ところで、『エクササイズ―生活の中で神を知る』はもともと三巻で完結する霊的形成を目的として書かれたテキストです。その一巻目が本書ですが、第二巻は、『すばらしく美しい生活(The Good and Beautiful Life)』(来年三月出版予定)、そして最終巻は、『すばらしく美しい共同体(The Good and Beautiful Community)』です。題名だけ見てもその人の神観の変化が信仰生活、そして共同体(教会)へと波及する意図がうかがえます。昨年、高座教会では第一巻を用いて学びを開始し、今年度は昨年参加できなかった方たちのために第一巻を学ぶコースと共に、第一巻修了者向けに第二巻の学びのコースを始めました。来年は第三巻の学びのコースを開講する予定です。

よく神について知ることと神を知ることの間には大きなギャップがあるといわれます。それは教会員の霊的成長のために仕える牧師にとってジレンマであり、また一キリスト者としての私自身のジレンマでもあります。聖書を学び、信仰書や神学の本をたくさん読むことで神に関する知識を蓄えることは可能でしょう。でも神についてたくさん知っていても、その人が神に喜ばれる人に変えられているか、キリストに似たその人になっているかどうかは全く別問題です。
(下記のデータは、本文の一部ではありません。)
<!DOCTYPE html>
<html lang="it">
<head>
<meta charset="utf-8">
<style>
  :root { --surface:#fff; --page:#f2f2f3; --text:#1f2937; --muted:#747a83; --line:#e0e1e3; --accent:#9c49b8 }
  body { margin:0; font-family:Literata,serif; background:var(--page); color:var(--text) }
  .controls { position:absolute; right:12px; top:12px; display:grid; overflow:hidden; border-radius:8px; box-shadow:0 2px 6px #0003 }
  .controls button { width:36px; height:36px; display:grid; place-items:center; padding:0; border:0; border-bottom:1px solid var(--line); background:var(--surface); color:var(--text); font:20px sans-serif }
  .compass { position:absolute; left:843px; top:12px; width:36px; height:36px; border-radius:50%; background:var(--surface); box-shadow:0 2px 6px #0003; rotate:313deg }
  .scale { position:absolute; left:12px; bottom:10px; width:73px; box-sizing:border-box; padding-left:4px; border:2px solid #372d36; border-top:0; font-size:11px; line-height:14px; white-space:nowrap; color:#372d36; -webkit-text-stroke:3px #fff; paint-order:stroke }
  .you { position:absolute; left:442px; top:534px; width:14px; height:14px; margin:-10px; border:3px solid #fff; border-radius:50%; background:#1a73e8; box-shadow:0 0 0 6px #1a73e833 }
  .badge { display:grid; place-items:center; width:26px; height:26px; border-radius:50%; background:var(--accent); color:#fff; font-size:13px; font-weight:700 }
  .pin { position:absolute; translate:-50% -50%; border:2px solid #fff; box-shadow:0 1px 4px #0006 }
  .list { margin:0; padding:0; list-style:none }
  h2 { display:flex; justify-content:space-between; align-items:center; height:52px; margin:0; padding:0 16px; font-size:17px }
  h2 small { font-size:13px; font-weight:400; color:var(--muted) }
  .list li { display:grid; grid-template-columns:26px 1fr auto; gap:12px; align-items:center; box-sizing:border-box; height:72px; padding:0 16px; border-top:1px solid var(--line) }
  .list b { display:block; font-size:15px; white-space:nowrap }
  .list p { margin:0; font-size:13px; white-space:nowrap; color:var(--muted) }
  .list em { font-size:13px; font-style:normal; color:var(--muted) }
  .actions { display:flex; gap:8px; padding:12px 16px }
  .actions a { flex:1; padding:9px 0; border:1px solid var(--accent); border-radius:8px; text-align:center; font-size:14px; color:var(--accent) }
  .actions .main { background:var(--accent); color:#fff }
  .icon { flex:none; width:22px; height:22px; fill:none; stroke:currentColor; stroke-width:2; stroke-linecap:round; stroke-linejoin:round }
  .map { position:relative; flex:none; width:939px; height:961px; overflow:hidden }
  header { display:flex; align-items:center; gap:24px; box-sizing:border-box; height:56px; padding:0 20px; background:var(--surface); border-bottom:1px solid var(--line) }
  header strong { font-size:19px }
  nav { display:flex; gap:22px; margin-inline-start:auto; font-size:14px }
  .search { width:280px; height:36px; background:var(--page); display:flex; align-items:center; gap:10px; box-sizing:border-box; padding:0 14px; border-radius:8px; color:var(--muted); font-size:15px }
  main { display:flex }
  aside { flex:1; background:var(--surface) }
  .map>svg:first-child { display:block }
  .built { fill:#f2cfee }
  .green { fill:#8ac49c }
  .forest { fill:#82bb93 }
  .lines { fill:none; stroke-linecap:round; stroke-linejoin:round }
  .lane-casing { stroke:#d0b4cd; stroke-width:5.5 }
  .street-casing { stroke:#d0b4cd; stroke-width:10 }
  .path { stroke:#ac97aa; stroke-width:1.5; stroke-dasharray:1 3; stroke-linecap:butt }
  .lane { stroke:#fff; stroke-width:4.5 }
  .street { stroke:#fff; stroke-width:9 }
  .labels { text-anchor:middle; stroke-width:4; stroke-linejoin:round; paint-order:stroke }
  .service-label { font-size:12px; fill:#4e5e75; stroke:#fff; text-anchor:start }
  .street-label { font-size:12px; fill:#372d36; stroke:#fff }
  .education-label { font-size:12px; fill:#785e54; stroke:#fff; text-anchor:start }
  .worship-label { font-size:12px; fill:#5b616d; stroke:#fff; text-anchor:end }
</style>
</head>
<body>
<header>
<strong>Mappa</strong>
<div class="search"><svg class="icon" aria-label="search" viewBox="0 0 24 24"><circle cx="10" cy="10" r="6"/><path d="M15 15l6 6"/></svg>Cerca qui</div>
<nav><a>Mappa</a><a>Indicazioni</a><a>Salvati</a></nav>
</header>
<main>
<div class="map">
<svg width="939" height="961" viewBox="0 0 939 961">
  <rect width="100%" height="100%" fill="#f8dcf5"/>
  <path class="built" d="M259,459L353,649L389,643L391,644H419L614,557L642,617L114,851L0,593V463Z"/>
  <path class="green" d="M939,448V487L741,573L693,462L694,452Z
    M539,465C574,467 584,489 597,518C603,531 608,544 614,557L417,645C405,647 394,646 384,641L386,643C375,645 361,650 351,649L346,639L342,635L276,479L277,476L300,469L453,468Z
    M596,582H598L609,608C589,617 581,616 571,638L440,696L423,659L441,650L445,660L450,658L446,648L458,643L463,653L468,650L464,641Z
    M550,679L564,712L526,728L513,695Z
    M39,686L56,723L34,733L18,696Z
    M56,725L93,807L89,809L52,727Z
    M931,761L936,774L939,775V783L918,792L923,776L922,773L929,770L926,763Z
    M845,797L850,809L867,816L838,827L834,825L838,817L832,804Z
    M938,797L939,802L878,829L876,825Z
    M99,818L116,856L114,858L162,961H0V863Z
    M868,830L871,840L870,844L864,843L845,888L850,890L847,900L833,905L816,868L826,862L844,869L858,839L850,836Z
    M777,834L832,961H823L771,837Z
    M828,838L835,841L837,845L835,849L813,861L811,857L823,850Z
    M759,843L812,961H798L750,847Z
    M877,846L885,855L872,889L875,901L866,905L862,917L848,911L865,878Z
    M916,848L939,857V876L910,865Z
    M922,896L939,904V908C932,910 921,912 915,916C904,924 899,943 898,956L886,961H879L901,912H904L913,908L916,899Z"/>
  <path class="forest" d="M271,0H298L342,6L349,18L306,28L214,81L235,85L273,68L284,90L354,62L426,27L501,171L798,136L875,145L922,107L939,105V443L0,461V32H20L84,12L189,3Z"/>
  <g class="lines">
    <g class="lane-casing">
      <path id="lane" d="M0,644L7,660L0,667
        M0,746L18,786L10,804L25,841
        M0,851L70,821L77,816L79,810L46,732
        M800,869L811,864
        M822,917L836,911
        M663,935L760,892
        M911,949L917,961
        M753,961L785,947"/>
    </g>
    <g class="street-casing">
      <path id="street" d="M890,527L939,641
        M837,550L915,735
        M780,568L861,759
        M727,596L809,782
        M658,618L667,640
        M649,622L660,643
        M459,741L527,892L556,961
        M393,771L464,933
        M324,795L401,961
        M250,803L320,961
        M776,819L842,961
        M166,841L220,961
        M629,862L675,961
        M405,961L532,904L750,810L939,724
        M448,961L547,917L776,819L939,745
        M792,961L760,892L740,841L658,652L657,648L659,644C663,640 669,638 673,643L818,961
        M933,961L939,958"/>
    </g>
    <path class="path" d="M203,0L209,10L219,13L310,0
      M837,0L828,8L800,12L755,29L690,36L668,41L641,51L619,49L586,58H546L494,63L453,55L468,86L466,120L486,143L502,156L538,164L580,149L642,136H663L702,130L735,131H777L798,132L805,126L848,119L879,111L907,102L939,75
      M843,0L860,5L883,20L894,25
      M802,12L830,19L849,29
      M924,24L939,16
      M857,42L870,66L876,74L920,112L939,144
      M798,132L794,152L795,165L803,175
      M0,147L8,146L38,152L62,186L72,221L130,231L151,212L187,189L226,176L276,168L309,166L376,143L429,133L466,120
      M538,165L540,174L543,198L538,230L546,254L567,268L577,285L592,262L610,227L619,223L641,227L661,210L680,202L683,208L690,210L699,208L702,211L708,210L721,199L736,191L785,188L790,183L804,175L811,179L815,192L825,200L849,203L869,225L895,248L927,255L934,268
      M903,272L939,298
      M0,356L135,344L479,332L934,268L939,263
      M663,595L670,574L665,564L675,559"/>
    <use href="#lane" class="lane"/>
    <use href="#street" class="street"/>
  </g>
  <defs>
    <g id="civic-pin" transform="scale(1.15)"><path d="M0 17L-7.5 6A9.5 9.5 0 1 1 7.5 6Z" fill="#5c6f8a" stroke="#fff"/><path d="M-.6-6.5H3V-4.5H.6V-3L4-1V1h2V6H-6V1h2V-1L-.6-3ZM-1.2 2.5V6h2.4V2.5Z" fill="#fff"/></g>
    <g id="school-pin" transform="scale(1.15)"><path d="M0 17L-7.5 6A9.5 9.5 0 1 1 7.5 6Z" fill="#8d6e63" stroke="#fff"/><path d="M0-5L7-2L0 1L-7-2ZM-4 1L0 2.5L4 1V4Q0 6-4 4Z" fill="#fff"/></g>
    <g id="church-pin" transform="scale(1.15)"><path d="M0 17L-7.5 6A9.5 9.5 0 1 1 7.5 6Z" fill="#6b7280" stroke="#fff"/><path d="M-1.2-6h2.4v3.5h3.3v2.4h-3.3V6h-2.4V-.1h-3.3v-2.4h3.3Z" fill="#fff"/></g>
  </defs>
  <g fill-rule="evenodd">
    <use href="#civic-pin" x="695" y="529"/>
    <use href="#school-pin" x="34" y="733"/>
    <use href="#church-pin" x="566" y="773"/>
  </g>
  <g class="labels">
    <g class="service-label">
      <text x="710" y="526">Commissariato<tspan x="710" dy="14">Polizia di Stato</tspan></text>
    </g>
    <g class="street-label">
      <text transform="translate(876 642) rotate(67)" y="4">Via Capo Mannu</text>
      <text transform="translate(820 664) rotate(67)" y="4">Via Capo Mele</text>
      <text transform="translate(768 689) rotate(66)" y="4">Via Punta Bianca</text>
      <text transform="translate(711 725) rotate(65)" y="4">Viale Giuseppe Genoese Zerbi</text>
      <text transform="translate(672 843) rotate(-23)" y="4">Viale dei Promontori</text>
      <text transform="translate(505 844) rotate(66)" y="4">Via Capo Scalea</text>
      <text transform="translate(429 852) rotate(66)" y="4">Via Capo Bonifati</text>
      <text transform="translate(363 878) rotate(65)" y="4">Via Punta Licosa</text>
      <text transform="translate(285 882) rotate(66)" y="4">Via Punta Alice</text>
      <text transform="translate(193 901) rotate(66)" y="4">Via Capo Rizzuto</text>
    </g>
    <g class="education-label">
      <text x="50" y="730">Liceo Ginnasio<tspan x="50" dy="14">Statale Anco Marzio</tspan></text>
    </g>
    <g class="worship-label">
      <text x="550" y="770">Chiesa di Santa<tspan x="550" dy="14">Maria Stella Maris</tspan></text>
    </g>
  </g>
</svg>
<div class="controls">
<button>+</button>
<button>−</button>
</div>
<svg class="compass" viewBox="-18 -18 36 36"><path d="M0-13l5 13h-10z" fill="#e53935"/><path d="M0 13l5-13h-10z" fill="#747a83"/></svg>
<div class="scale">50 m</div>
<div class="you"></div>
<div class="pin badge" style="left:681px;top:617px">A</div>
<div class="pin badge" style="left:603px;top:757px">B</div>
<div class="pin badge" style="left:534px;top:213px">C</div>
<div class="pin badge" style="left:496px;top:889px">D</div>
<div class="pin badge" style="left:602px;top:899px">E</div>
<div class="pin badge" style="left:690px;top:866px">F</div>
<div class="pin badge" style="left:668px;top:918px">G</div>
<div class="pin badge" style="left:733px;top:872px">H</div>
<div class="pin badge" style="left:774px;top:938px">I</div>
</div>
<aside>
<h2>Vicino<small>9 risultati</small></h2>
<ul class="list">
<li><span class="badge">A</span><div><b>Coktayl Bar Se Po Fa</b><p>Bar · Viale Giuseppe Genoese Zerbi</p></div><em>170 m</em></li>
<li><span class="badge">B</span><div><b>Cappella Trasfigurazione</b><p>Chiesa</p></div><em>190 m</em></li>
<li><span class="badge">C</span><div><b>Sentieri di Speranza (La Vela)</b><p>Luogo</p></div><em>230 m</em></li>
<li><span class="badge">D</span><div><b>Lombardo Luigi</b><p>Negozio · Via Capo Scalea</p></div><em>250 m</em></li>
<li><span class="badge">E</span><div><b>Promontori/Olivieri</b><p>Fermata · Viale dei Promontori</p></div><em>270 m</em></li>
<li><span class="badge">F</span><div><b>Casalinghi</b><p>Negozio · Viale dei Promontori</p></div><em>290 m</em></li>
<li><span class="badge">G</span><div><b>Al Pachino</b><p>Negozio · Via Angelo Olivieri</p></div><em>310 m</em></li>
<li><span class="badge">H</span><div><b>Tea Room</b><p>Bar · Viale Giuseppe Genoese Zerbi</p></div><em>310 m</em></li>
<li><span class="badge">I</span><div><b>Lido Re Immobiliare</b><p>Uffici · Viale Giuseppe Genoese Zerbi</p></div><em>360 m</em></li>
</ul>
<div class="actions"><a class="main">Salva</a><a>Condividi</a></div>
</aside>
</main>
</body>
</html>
ある人がこうした神について知ることと神を知ることの違いについて、りんごを例に次のように説明していました。りんごについて知っている人とはりんごがどこで栽培され、一本の木に幾つの実がなり、どんな種類があるのかなどを知っている人であり、りんごを知っている人とはリンゴがどれほど美味しいのかを味わい知っている人だ、と。このことについてデ・メロ神父も著書、『小鳥の歌』の中で、「本当に知ることは、知っていることによって人間が変わることです」と語っています。
私自身も交わりの中でこの『エクササイズ―生活の中で神を知る』を学び、取り組むことで、デ・メロが語る「本当に知ること」の恵みにあずかりたいと願っています。